Results from the pathway characterisations in WP4 will be used to investigate the implications of changes in energy efficiency and consumption patterns. These changes are likely to include: 1) electrification of transport, 2) changes of off gas grid heating from LPG and oil to decarbonised electricity heat pumps and biomass, 3) changing building standards, increasing insulation and emerging new technologies, 4) increased use of large ground and water source heat pumps, 5) increased district heating systems, 6) increased Combined Heat and Power (CHP) systems, 7) small scale distributed heat and power generation, 8) smart grids and smart adaptive control systems, 9) changing patterns of consumption associated with ICT, 10) changing equipment and plant to Low C and 11) changing farm energy use and production.
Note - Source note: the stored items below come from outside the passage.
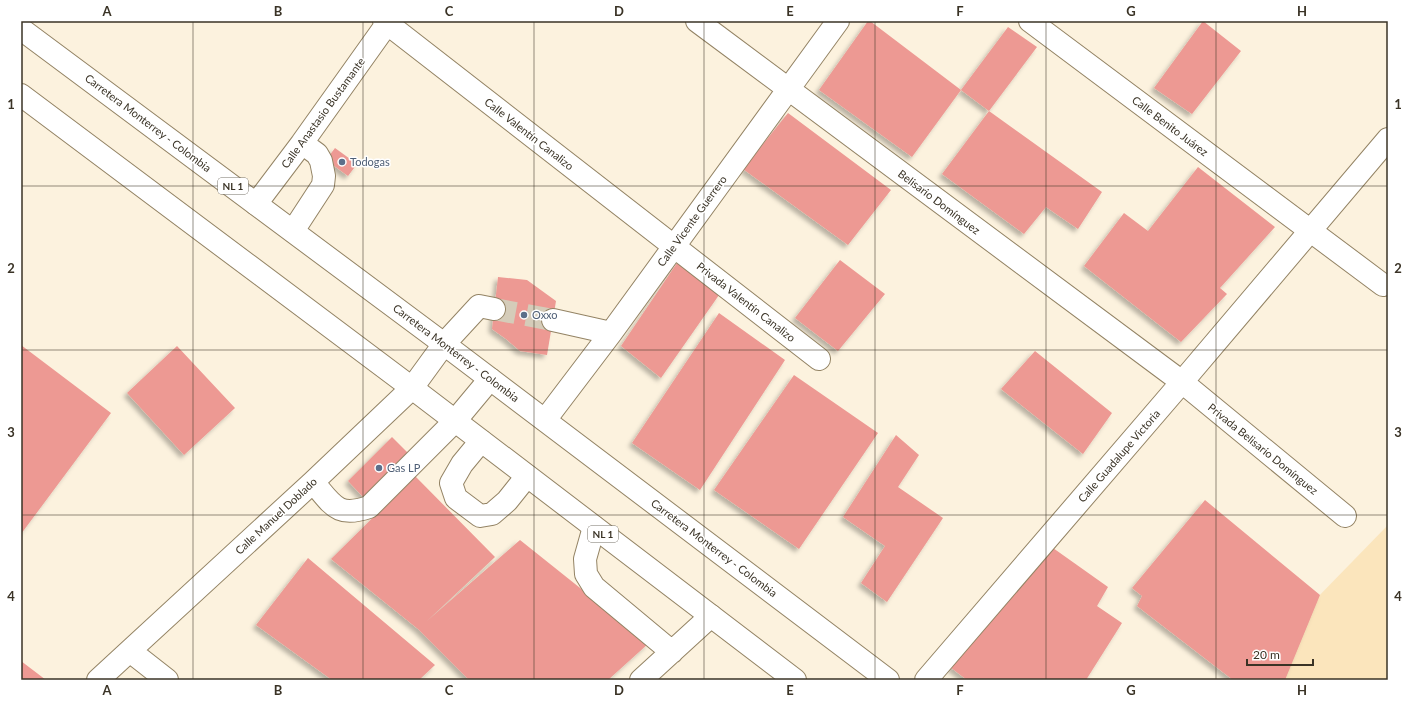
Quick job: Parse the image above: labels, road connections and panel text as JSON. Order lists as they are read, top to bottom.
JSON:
{
  "streets": {
    "street": [
      "Calle Anastasio Bustamante",
      "Carretera Monterrey - Colombia",
      "Calle Benito Juárez",
      "Calle Valentín Canalizo",
      "NL 1",
      "Belisario Domínguez",
      "Calle Vicente Guerrero",
      "Privada Valentín Canalizo",
      "Privada Belisario Domínguez",
      "Calle Guadalupe Victoria",
      "Calle Manuel Doblado"
    ]
  },
  "crossings": [
    ["Calle Anastasio Bustamante", "Carretera Monterrey - Colombia"],
    ["Calle Anastasio Bustamante", "Calle Valentín Canalizo"],
    ["Carretera Monterrey - Colombia", "Calle Vicente Guerrero"],
    ["Carretera Monterrey - Colombia", "Calle Manuel Doblado"],
    ["Calle Benito Juárez", "Calle Guadalupe Victoria"],
    ["Calle Valentín Canalizo", "Calle Vicente Guerrero"],
    ["Calle Valentín Canalizo", "Privada Valentín Canalizo"],
    ["NL 1", "Calle Manuel Doblado"],
    ["Belisario Domínguez", "Calle Vicente Guerrero"],
    ["Belisario Domínguez", "Privada Belisario Domínguez"],
    ["Belisario Domínguez", "Calle Guadalupe Victoria"],
    ["Calle Vicente Guerrero", "Privada Valentín Canalizo"],
    ["Privada Belisario Domínguez", "Calle Guadalupe Victoria"]
  ],
  "places": ["Todogas", "Oxxo", "Gas LP"],
  "scale_bar": "20 m",
  "grid": {
    "columns": [
      "A",
      "B",
      "C",
      "D",
      "E",
      "F",
      "G",
      "H"
    ],
    "rows": [
      "1",
      "2",
      "3",
      "4"
    ]
  }
}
The impact of land use change, environmental disturbance on water catchments, habitats, public amenity and the economy will be evaluated for each consumption aspect and spatially attributed in the UK with regard to current energy demand patterns identified in UKERC Phase 2 research. Finally a value will be assigned based upon the natural capital metrics defined in Project 1. The work will build up previous projects on each aspect of consumption pattern change (e.g. UK Transport Carbon Model from UKERC, ETI Economics of Plug-in vehicles, UKERC Phase 2: Energy Use in buildings, industry, transport, and electrification of heat, etc.)

The final phase of Project 7 will be to apply the findings to a case study quantifying the impact on natural capital of the implementation of low carbon energy pathways to NE Scotland (Grampian and Tayside). This will study the urban environment of Aberdeen and Dundee as well as the varied rural area which encompasses some of the best agricultural land in the UK as well as extensive forestry, upland pasture, peatlands and mountainous terrain. The urban component will draw on the experience in Aberdeen of the installation of external insulation on social housing (including high rise flats) and the district heating. The transport component will draw on recent UKERC and ETI studies on the electrification of transport and the study and implementation of the Aberdeen-Peterhead hydrogen corridor. Issues related to the impacts of transport electrification will be further examined through an associated PhD studentship. The impact of power generation will look at the Peterhead CCS project, the current onshore and proposed offshore wind farms and the plethora of small wind and solar generation in the rural areas. For rural areas the change of heating from LPG and oil to biomass and heat pumps and the land use change and disturbance associated with this will be evaluated. Finally the impact of rural hi-speed internet on natural capital will be evaluated drawing on the experience of the University of Aberdeen Dot-Rural project.


The outputs from the WP will inform the economic assessments in Projects 11, 12 & 13.